**Action item:**
Across the data below, count every line where the string "translate" appears. Answer with the number alone.

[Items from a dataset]

◇ ◇ ◇ ◇

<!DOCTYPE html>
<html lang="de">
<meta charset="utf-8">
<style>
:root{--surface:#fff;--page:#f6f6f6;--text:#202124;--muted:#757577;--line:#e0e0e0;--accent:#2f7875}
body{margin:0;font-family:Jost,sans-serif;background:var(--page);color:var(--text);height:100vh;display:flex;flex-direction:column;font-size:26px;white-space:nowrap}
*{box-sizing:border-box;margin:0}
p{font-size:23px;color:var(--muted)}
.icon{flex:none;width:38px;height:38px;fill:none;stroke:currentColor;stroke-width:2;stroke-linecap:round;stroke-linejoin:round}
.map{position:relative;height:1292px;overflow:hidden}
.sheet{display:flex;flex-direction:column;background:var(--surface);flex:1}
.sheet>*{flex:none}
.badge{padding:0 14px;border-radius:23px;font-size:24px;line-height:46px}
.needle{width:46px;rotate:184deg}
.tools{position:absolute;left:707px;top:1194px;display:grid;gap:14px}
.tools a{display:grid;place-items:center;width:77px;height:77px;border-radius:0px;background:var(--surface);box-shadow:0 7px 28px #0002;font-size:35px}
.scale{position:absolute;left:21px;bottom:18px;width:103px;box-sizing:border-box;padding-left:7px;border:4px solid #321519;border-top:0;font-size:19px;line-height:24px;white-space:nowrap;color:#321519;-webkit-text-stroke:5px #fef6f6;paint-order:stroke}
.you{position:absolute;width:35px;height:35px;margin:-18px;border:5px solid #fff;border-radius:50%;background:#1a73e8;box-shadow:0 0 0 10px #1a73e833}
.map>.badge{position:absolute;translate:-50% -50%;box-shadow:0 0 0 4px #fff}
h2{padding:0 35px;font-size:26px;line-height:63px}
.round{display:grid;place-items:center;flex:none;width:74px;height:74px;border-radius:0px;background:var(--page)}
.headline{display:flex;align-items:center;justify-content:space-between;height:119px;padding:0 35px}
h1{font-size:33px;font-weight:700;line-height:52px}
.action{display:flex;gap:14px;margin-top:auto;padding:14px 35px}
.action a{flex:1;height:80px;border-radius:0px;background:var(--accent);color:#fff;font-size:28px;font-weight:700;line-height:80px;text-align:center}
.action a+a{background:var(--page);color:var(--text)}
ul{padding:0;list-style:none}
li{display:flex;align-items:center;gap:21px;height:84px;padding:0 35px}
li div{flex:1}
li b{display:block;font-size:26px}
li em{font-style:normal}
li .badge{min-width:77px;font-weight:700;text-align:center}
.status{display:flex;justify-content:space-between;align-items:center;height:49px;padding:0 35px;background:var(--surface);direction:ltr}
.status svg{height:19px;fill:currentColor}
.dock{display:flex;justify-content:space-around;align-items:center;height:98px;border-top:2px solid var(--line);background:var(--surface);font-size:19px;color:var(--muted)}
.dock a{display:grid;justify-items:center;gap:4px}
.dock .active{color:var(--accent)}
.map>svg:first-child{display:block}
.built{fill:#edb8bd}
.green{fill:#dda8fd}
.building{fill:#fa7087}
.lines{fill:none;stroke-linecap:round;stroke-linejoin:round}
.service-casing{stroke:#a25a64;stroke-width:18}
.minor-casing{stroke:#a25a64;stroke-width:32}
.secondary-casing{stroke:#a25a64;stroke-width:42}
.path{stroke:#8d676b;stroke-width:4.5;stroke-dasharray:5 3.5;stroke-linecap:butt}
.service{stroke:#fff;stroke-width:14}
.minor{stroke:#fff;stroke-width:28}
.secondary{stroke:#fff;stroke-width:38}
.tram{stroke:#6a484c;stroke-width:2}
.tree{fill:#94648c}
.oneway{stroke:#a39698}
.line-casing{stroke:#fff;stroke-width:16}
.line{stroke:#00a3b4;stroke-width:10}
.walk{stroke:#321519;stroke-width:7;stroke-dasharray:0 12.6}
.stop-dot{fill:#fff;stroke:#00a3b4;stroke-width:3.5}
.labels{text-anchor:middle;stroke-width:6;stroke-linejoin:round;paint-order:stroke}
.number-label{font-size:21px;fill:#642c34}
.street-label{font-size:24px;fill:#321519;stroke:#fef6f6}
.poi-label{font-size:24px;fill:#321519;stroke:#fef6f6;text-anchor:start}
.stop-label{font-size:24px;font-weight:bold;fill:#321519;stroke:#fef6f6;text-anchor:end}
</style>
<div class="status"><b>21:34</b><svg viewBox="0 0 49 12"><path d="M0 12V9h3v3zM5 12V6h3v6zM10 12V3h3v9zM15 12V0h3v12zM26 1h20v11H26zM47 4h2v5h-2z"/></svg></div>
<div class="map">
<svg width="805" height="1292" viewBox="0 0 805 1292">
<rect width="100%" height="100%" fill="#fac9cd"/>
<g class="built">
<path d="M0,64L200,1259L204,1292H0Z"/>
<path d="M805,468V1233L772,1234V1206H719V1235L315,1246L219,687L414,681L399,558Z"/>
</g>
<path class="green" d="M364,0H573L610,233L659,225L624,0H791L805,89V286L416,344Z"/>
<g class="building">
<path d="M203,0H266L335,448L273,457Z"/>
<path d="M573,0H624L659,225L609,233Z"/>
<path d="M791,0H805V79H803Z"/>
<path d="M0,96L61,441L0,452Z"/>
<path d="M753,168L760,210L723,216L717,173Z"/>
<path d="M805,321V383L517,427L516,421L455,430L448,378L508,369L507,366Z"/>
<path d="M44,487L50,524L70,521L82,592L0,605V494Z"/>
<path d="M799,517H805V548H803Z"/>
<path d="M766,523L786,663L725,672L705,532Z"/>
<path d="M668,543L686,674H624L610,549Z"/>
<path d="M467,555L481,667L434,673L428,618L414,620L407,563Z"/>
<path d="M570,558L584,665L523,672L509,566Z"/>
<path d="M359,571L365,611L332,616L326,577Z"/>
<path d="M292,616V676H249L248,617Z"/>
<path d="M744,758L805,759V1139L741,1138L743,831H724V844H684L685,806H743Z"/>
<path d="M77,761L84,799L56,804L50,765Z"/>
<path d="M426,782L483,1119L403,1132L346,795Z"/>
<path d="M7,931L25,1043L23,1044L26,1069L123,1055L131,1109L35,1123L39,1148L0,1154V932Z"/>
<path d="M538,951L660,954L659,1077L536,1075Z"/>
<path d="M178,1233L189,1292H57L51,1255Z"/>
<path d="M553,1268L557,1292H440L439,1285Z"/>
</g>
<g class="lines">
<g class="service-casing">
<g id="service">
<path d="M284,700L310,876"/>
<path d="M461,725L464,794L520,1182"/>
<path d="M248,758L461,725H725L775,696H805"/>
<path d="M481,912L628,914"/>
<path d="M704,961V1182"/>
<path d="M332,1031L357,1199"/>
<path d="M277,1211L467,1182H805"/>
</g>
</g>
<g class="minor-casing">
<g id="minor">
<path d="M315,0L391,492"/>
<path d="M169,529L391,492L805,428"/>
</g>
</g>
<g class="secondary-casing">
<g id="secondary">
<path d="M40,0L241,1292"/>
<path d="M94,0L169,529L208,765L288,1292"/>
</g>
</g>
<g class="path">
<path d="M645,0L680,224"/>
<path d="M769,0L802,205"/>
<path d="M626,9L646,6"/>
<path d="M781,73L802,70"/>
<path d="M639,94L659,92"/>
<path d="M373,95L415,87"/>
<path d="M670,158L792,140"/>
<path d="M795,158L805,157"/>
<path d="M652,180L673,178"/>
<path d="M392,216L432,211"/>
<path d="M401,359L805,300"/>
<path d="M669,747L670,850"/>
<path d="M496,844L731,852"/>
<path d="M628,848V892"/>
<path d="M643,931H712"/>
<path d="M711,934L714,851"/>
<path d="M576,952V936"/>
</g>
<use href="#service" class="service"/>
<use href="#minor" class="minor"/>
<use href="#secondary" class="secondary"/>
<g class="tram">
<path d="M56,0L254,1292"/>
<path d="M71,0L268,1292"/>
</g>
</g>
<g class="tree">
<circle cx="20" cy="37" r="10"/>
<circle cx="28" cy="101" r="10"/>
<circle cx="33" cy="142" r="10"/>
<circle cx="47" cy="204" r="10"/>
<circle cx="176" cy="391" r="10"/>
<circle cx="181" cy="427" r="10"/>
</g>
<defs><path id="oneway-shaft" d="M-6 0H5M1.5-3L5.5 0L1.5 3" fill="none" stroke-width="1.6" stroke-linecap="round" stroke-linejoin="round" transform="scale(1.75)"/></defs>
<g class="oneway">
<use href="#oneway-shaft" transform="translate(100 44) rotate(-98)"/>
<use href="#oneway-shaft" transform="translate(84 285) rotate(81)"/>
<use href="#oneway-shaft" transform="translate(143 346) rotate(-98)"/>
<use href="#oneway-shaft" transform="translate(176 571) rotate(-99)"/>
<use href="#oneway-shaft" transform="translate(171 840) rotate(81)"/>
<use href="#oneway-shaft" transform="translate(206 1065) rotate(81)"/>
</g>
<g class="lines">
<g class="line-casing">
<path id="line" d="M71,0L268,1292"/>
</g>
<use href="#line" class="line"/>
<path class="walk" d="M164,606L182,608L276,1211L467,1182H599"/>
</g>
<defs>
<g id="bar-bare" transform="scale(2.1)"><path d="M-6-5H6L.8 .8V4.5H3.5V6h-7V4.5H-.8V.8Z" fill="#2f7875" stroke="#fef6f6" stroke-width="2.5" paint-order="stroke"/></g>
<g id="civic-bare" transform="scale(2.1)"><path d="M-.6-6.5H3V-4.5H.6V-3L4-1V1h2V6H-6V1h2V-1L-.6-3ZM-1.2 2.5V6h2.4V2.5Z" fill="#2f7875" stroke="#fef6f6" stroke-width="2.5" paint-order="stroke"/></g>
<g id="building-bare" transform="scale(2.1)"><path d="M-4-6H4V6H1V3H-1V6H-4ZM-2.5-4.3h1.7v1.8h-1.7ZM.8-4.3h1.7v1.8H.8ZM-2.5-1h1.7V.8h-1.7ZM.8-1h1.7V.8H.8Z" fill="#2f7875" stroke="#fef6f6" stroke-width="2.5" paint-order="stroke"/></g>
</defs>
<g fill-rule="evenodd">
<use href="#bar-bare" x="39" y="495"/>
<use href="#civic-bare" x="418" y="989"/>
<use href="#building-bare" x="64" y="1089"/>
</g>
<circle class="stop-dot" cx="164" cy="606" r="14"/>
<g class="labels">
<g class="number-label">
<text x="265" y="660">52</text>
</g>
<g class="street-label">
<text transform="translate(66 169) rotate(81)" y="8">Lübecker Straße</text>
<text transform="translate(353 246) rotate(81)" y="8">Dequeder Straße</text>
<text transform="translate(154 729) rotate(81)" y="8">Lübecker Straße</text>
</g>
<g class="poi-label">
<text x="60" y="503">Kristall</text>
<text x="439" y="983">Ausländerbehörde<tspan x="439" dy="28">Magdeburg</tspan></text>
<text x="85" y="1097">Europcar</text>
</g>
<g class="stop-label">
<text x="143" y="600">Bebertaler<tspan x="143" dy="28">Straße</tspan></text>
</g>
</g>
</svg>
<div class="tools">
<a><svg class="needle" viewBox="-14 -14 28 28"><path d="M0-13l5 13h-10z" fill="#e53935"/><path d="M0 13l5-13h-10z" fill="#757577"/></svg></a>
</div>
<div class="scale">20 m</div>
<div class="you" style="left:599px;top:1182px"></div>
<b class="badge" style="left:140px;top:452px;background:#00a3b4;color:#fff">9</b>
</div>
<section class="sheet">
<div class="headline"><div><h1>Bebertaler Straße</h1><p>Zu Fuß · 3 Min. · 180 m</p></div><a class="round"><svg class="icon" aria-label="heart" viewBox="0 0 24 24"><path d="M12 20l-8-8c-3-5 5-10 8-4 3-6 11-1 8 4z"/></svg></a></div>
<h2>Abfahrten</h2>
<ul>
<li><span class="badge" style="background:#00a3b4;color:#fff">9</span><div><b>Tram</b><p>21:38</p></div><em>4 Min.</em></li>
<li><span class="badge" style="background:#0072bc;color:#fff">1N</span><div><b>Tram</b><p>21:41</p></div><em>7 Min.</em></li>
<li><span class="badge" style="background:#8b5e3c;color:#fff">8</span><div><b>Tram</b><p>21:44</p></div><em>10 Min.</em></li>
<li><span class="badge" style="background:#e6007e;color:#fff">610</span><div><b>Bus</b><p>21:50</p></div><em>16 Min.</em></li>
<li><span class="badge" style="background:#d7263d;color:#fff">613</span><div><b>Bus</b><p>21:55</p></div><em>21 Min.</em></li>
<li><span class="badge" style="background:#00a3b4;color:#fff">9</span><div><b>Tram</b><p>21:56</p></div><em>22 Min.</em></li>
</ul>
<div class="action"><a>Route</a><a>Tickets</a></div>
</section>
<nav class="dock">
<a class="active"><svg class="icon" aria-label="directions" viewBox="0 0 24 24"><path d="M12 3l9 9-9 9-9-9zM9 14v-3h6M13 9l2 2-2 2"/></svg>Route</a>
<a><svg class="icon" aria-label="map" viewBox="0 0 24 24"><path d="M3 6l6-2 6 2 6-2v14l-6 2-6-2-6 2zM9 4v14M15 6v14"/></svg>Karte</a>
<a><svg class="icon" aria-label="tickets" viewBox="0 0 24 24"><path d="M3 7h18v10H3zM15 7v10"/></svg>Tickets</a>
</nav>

◇ ◇ ◇ ◇

**Expected answer:**
10